Task brief
Would you copy all lines in the data that contain the word "sans"?

### Data provided

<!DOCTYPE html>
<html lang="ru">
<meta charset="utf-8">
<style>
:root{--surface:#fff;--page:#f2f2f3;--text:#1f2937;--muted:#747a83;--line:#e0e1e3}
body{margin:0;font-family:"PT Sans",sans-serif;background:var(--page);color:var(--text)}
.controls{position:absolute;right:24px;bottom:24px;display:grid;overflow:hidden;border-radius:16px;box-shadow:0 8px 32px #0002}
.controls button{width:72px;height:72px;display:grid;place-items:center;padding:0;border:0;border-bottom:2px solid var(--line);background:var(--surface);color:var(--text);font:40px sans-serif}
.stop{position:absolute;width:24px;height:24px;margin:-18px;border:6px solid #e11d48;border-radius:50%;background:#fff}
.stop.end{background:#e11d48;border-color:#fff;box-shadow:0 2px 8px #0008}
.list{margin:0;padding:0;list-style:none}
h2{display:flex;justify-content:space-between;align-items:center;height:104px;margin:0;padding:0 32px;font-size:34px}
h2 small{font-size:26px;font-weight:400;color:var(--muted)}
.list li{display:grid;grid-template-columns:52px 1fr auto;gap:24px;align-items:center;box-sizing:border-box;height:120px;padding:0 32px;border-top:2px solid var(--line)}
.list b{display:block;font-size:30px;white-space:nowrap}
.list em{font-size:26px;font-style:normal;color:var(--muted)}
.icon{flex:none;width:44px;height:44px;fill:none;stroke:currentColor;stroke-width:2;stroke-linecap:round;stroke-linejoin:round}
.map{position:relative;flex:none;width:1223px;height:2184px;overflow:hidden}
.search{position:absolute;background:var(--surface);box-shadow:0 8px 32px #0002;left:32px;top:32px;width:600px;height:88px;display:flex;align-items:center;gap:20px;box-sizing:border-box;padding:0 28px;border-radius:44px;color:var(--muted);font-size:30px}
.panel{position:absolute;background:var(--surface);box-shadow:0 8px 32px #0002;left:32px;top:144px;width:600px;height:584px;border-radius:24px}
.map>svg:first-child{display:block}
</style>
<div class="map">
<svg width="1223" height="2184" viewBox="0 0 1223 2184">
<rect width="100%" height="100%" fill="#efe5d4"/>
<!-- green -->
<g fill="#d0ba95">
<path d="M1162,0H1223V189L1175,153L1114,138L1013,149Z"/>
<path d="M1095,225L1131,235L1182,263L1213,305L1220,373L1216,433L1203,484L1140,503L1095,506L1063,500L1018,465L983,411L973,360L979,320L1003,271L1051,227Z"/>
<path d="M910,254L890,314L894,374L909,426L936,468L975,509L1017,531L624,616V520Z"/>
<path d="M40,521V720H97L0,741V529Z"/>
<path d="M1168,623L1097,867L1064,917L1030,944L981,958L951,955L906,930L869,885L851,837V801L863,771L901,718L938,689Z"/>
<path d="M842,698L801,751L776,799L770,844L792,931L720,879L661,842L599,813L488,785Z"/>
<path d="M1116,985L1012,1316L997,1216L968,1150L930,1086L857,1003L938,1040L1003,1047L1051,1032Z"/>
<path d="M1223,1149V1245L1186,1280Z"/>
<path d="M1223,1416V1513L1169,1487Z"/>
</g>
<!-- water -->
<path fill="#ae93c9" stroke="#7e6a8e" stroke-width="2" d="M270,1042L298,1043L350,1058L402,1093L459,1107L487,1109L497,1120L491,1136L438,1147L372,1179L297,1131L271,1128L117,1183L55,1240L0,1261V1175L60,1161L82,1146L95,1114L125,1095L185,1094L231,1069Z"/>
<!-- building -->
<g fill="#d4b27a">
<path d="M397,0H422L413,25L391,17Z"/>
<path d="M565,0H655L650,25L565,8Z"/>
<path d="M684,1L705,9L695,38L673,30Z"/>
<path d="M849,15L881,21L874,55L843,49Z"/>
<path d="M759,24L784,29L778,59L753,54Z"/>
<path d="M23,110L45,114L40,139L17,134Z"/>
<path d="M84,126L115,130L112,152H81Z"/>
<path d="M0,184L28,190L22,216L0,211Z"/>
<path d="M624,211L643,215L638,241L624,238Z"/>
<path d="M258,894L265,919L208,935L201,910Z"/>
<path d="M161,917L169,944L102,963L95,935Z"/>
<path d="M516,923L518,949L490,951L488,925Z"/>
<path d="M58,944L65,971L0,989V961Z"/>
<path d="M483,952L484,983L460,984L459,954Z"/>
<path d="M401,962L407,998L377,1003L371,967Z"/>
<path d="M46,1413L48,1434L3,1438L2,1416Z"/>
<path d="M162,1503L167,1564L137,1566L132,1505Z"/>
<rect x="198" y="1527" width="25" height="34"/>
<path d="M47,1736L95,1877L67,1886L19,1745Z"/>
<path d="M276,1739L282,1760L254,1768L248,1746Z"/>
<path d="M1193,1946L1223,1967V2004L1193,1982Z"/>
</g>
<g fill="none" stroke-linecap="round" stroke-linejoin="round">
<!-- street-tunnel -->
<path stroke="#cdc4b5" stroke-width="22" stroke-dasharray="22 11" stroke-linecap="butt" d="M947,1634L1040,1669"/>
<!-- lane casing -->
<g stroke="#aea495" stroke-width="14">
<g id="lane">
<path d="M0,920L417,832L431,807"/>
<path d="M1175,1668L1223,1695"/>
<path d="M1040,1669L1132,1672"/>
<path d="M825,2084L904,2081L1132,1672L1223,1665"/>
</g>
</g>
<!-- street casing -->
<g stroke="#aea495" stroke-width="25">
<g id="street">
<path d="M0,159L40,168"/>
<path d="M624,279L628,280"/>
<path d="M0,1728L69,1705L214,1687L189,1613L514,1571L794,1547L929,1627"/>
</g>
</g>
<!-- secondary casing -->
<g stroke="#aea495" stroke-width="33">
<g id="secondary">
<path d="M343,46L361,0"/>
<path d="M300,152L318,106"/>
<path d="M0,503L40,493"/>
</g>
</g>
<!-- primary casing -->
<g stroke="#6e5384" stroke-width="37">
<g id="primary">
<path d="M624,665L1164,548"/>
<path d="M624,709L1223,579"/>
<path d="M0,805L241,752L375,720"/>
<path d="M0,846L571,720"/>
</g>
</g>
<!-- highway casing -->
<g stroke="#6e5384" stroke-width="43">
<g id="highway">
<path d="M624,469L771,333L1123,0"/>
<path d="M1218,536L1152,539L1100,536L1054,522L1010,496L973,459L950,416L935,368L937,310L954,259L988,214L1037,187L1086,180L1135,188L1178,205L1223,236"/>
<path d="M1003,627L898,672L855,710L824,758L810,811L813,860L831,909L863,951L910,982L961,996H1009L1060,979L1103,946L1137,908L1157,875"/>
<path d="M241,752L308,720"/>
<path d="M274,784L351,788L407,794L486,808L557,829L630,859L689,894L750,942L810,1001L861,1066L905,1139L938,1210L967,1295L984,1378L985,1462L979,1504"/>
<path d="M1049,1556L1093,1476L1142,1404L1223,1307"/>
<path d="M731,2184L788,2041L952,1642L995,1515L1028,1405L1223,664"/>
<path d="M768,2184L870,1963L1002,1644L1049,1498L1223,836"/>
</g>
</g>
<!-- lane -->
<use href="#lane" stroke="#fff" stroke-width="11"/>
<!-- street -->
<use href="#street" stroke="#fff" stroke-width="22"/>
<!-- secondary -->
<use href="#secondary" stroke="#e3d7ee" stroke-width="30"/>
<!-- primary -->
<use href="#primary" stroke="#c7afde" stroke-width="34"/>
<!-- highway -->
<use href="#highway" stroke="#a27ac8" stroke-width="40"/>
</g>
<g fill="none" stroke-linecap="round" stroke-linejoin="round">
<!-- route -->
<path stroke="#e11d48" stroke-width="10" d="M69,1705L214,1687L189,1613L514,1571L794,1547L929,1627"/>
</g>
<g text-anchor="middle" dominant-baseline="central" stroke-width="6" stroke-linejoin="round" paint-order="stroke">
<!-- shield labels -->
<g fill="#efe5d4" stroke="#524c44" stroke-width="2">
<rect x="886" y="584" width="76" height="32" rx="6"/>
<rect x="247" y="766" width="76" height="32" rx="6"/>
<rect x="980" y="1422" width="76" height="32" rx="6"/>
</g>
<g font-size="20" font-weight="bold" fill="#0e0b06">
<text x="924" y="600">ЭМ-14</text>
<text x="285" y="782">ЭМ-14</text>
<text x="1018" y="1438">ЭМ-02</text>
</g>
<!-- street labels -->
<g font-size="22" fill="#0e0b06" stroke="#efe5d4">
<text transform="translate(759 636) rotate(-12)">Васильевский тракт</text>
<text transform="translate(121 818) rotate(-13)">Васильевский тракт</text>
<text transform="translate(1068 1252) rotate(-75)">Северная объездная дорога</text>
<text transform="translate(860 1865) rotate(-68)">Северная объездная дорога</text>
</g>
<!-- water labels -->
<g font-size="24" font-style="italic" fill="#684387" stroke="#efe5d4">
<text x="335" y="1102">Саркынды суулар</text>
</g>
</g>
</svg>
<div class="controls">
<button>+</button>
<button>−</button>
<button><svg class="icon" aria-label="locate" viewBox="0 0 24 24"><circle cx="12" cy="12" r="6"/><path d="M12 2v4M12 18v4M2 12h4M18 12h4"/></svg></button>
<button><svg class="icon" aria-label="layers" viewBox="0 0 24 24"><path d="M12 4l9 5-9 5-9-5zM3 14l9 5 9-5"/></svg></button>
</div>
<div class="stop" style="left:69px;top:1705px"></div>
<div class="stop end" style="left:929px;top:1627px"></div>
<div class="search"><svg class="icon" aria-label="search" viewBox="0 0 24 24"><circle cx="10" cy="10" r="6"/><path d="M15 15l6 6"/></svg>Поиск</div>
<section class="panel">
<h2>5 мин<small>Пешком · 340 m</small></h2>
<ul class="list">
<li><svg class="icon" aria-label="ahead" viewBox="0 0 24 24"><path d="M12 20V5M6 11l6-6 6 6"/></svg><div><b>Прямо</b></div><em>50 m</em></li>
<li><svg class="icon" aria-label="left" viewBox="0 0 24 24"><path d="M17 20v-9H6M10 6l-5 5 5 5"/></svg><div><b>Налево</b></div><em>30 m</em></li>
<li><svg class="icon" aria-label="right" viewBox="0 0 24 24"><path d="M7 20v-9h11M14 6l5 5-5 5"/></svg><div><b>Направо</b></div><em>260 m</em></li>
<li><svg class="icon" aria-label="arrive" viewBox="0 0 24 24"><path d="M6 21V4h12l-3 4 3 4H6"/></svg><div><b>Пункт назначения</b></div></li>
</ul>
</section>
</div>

######

Written response
body{margin:0;font-family:"PT Sans",sans-serif;background:var(--page);color:var(--text)}
.controls button{width:72px;height:72px;display:grid;place-items:center;padding:0;border:0;border-bottom:2px solid var(--line);background:var(--surface);color:var(--text);font:40px sans-serif}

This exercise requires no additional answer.